# I feel like my brain is disintegrating...



## insaticiable

...Literally. I don't know what is going on, but I can't seem to make sense of anything I read, write, or hear. It's hard to explain. Things are starting to feel very fragmented in my mind, so that's got me worried about whether or not im starting to experience DID. Like I don't even know what to say....

And here I was...just a couple days ago saying, ''Oh yeah...Dp? Dr? Nah...those aren't a big deal to me anymore. I think I'm getting over that stuff." Wrong.

I don't know if this is dissociation, DP, DR, or the development of DID. I don't have alters...I'm just me, BUT I feel like my brain is disintegrating really bad and I don't know much longer I can hang on.

Nothing makes sense right now. Nothing. It's like im in an alternate world. This is definitely not my usual levels of DP/DR which I've had for over a year now.

It's a very unsettling sensation, and I hope and pray to God that it'll go away. I took some Ativan earlier to calm myself down and prevent a full-fledged panic attack, but the strong disintegrating sensations are still there.

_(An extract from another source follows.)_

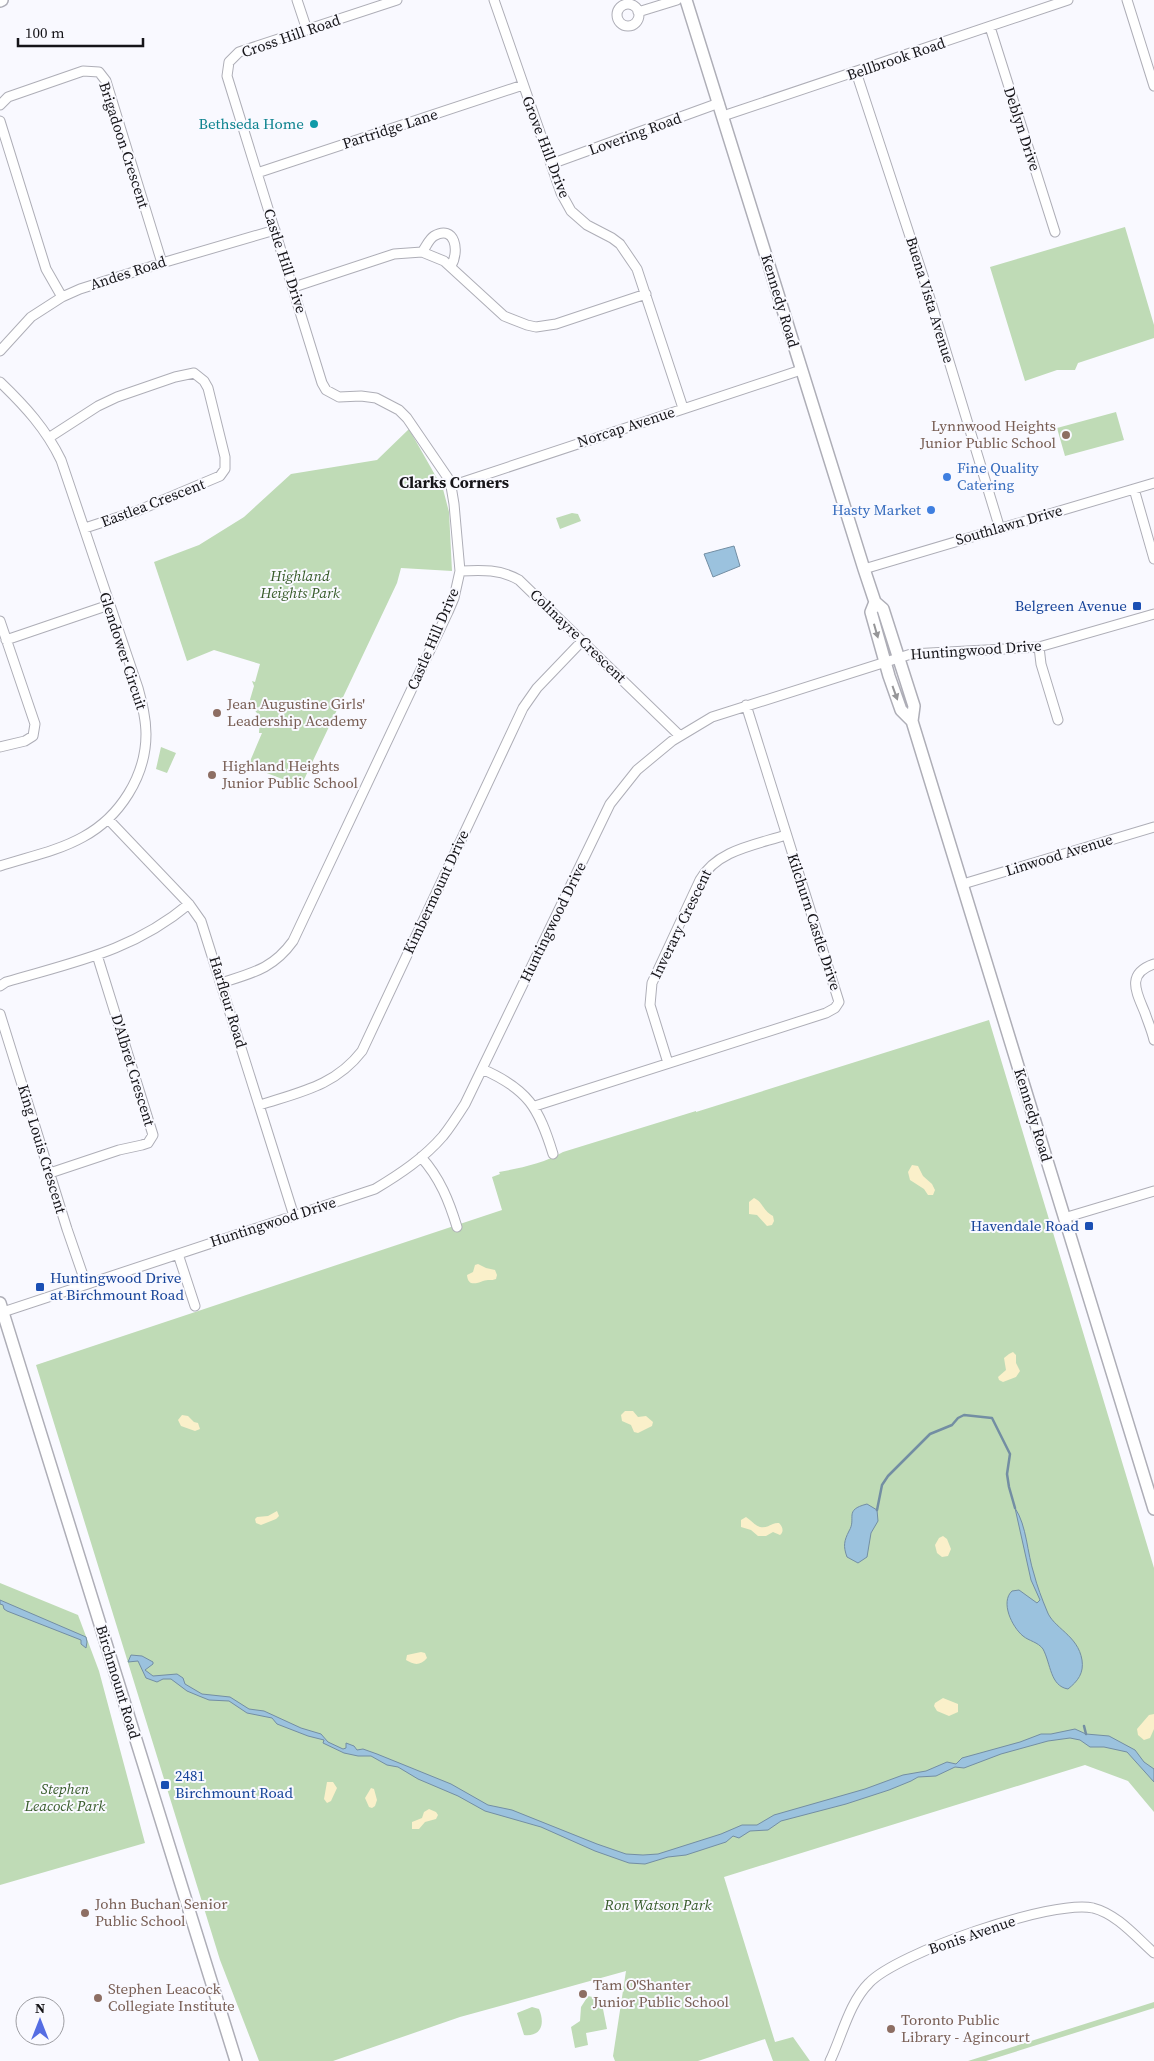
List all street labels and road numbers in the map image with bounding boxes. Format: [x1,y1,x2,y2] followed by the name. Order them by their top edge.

What's happening to me????


----------



## insaticiable

I think it is safe to say that my brain is shutting down on me. I emphasize the ''Nothing makes sense right now'' part. I can't interpret sentences of phrases or my surroundings. My brain matter is just trickling away like water. I probably sound like a lunatic now. Ughh.


----------



## theoneandonly

just pull through today and hopefully all you need is a good night rest


----------



## ZachT

I know it is hard. But you need to try focusing on something else. Keep telling yourself that it is just your mind playing tricks on you etc


----------



## Clark

i can realate. some days can be so bad.


----------



## gill

I've been there. It's nothing more than dissociation to me, just a more intense level.

This got really bad for me when I tapered klonopin too fast, so you might want to check what's happening with the ativan...


----------



## insaticiable

gill said:


> I've been there. It's nothing more than dissociation to me, just a more intense level.
> 
> This got really bad for me when I tapered klonopin too fast, so you might want to check what's happening with the ativan...


Nah, I'm pretty sure it's not the Ativan. I only take 1 mg as needed, which is like usually once or twice a week. I don't know.

It has not gone away, and now I am really concerned. It's become difficult for me to process and take in information. Like I can't see ''the whole picture.'' Everything is in bits and pieces.

The only two words that come to mind which describe what I'm experiencing are: brain disintegration & fragmentation and I am afraid that these are symptoms of a more complex disorder, like DID.


----------



## insaticiable

Also...this ''new experience'' that has been occurring for the past 3 days was preceeded by a period of really bad mood instability. I'm tapering my way back up to 350 mg of Lamictal, and am only about 75 mg now. I've been having bad mood swings where I cycle from intense depression to explosive rage to numbness...(I have BPD).

but that has stopped since like 3 days ago...and now all I feel is sheer terror and panic at what this ''new'' symptom could be.

It's a very unsettling and distressing sensation.

I don't know if this is DP/DR anymore. It doesn't feel like dissociation. It feels like my brain is disintegrating.


----------



## PositiveThinking!

Well, I can relate to all that.. even though I don't the exact meaning of "desintegrate" , not even in my language, I think I can relate to it, I can also relate a lot to the mood swings, I turn agressive and depressive easily, I keep obsessing over what other people might think think of me, because in my head everyone is against me, everyone thinks I'm some sort of an ass that's just annoying them, I don't know to be honest my brain is all screwed up it doesn't even make sense


----------



## gill

> Nah, I'm pretty sure it's not the Ativan. I only take 1 mg as needed, which is like usually once or twice a week. I don't know.


Are you sure because, having that stuff fluctuate in my system was not good for my dp/dr. Something to keep in mind...



> The only two words that come to mind which describe what I'm experiencing are: brain disintegration & fragmentation and I am afraid that these are symptoms of a more complex disorder, like DID.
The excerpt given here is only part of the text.